Your answer must be one number: the count of lines below that include "nowrap".

Stored items:
++++++++++++++++++++

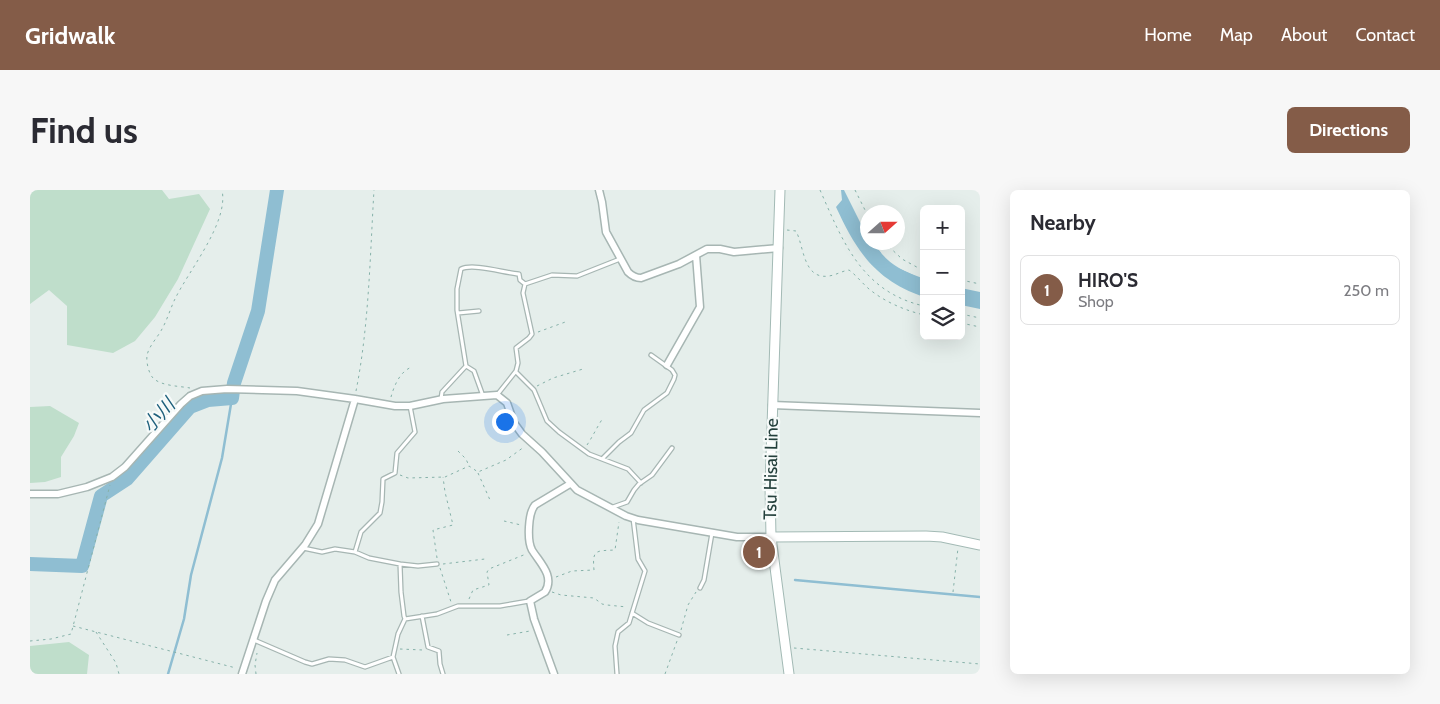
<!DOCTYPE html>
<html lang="en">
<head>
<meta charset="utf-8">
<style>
	:root { --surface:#fff; --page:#f7f7f7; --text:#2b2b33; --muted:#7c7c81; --line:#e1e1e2; --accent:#845c48 }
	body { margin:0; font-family:Cabin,"Noto Sans JP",sans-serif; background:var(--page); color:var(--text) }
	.controls { position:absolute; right:15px; top:15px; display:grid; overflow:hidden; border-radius:8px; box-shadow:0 5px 20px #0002 }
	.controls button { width:45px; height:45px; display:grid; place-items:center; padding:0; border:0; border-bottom:1px solid var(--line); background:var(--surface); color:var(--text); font:25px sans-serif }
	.compass { position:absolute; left:830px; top:15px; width:45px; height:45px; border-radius:50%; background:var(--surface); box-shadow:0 5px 20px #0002; rotate:69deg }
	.you { position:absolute; left:474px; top:231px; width:18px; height:18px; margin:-12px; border:4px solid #fff; border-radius:50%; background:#1a73e8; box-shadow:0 0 0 8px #1a73e833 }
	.badge { display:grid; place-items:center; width:32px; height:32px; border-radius:50%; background:var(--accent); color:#fff; font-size:16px; font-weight:700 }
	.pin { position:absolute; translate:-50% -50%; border:2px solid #fff; box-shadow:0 1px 5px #0006 }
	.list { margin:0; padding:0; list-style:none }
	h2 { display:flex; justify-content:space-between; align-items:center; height:65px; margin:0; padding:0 20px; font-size:21px }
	h2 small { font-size:16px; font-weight:400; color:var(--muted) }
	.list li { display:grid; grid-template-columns:32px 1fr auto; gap:15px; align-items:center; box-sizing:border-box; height:70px; margin:0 10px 10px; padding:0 10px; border:1px solid var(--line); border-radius:8px }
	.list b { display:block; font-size:19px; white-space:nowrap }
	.list p { margin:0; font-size:16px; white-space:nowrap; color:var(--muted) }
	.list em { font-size:16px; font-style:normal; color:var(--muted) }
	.icon { flex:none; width:28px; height:28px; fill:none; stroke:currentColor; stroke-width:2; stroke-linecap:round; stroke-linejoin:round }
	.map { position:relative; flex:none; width:950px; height:484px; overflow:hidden; border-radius:8px }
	header { display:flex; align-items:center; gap:30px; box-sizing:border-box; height:70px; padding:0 25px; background:var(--accent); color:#fff }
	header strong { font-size:24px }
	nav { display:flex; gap:28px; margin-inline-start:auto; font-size:18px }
	.intro { display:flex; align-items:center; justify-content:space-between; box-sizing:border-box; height:120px; padding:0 30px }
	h1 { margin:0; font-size:35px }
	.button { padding:12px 22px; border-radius:8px; background:var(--accent); color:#fff; font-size:18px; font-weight:700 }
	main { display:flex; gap:30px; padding:0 30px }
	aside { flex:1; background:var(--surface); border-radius:8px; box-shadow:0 5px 20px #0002 }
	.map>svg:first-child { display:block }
</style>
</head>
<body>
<header>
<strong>Gridwalk</strong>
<nav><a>Home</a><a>Map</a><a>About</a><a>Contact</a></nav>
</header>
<div class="intro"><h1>Find us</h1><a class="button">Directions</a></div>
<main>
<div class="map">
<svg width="950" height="484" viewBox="0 0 950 484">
	<rect width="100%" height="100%" fill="#e5eeeb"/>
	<path fill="#bfdecb" d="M0,0H132L139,9L169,4L180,19L148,89L125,127L105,151L83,163L37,155V116L19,100L0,114Z
		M20,216L49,233L44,246L31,267V287L15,292L0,293V217Z
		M39,452L59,465L57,484H0V456Z"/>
	<path fill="#8fbed2" d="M811,0H814L837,46L838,52L842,53L851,63C850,71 855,81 865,82L868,78L894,90V107C845,90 827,62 806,17L812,10Z
		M931,98L950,102V119L931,115Z"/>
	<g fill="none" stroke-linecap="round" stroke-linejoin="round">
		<path stroke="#8fbed2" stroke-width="2.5" d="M765,390L950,407
			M138,484L154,429L161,385L192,268L202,208"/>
		<path stroke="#8fbed2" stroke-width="14" d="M844,65C856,82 874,89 894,96
			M0,374L52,376L71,306L97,289L160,217L178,210L202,208L204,193L228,121L247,0"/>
		<defs>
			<path id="service" d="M428,123L449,121
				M436,176L444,181L453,206
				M486,182L504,200L517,231L529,242L559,264L598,279L611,293
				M467,205L486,181L488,173L486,158L499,148L502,144L493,103L495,94L522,85L547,86L590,69
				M411,209L412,202L436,176L427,120V99L431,79C443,73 475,83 489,84L490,90L495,94
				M380,216L385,242L367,263L365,283L353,289L352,312L350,323L331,342L325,362L339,368L370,374L371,402L374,426L375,429L407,424L428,416H470L499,411
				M573,268L589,252L601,243L614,220L637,203L644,189L645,185L642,180L621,165
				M583,317L597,312L604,300L609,294L622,285L642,258
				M273,358L292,362L305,359L325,362
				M370,374L388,376L407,374
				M670,398L674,390L682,343
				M602,423L618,433L649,445
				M392,426L398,457L409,461L410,474L413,484
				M224,450L275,472L282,474L299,469L315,470L335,477L363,467L369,484
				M363,467L368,444L375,429
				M587,484L585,456L588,442L599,433L615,381L608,369L603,328"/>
			<path id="minor" d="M569,0L572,12L576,42L598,82C602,86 605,88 611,88L649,74L677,59H690L704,62L749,58
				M637,175L670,117L666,65
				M742,215L950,223
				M0,304H28L57,297L82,287L95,277L151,214L160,206L172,201L197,199L267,201L325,209L365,216H380L413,209L467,205L477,213L484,233L492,244L512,262L547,300L596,326L608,330L707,347H741
				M212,484L236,411L245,390L275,355L288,334L325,209
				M524,484L504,429L500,411L515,402C525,386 510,373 502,360C497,351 498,323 505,315L540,294"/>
			<path id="secondary" d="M750,0L740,296L741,347L759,484
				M741,347L896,346L912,347L950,355"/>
		</defs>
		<use href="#service" stroke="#a7b6b3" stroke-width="5.5"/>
		<use href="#minor" stroke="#a7b6b3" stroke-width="9"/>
		<use href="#secondary" stroke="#a3bab5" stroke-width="11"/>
		<path stroke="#86b1a9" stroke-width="1" stroke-dasharray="2.5 4" stroke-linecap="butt" d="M790,0C813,52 832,102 894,116
			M825,0L838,26
			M757,40L766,41C774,56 773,90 799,86C806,85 812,81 819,80C826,85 832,93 839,99C855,112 874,120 894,125
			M854,52L872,69L894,81
			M931,90L950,94
			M931,124L950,128
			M931,133L950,137
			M508,142L538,131
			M507,196L523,188L553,179
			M160,198C149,196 131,196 123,188C119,184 116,172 117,166C118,157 128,147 132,139C137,130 140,120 144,111C158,81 199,33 192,0
			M326,201C339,136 340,66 344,0
			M361,207C364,196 370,181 382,177
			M557,255C563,246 567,237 573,228
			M428,261L436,269L439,276
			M448,283L460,310
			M370,285L378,288L415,287L439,276L448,282L476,270L494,257
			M474,331L491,335
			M407,368L403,340L423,335L415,302L413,287
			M413,374L455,369
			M410,378L421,412
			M526,387L542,381L564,380C562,359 566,361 585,360L589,332
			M522,402L531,405L564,408L572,414L577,415L597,417
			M923,402L928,358
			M439,409L443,400L459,395L457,382L459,379L496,364
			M43,436L206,478
			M651,440L658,415L666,402
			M66,442L86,473L89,484
			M477,445L500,441
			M0,451L21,449L41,444L80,295
			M764,458L950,474
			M370,459L393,460
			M226,484L225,475L227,463
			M635,484L647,451"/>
		<use href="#service" stroke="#fff" stroke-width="3"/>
		<use href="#minor" stroke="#fff" stroke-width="6"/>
		<use href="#secondary" stroke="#fff" stroke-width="9"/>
	</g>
	<g text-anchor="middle" stroke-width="4.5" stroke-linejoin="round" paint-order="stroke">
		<g font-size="18" fill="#24403c" stroke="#f6faf9">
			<text transform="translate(741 279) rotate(-89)" y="6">Tsu Hisai Line</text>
		</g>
		<g font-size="19" font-style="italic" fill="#1e607c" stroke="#f6faf9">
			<text transform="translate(128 225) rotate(-48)" y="7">小川</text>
		</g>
	</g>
</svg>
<div class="controls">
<button>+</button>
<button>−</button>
<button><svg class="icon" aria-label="layers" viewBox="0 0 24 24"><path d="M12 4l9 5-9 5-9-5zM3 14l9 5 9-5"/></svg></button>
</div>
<svg class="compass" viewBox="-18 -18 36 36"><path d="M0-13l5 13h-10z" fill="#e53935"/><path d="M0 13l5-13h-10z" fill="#7c7c81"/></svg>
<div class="you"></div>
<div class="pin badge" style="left:729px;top:362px">1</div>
</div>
<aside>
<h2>Nearby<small></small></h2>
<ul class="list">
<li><span class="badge">1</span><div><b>HIRO'S</b><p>Shop</p></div><em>250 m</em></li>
</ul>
</aside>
</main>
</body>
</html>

++++++++++++++++++++

### Output of the exercise
2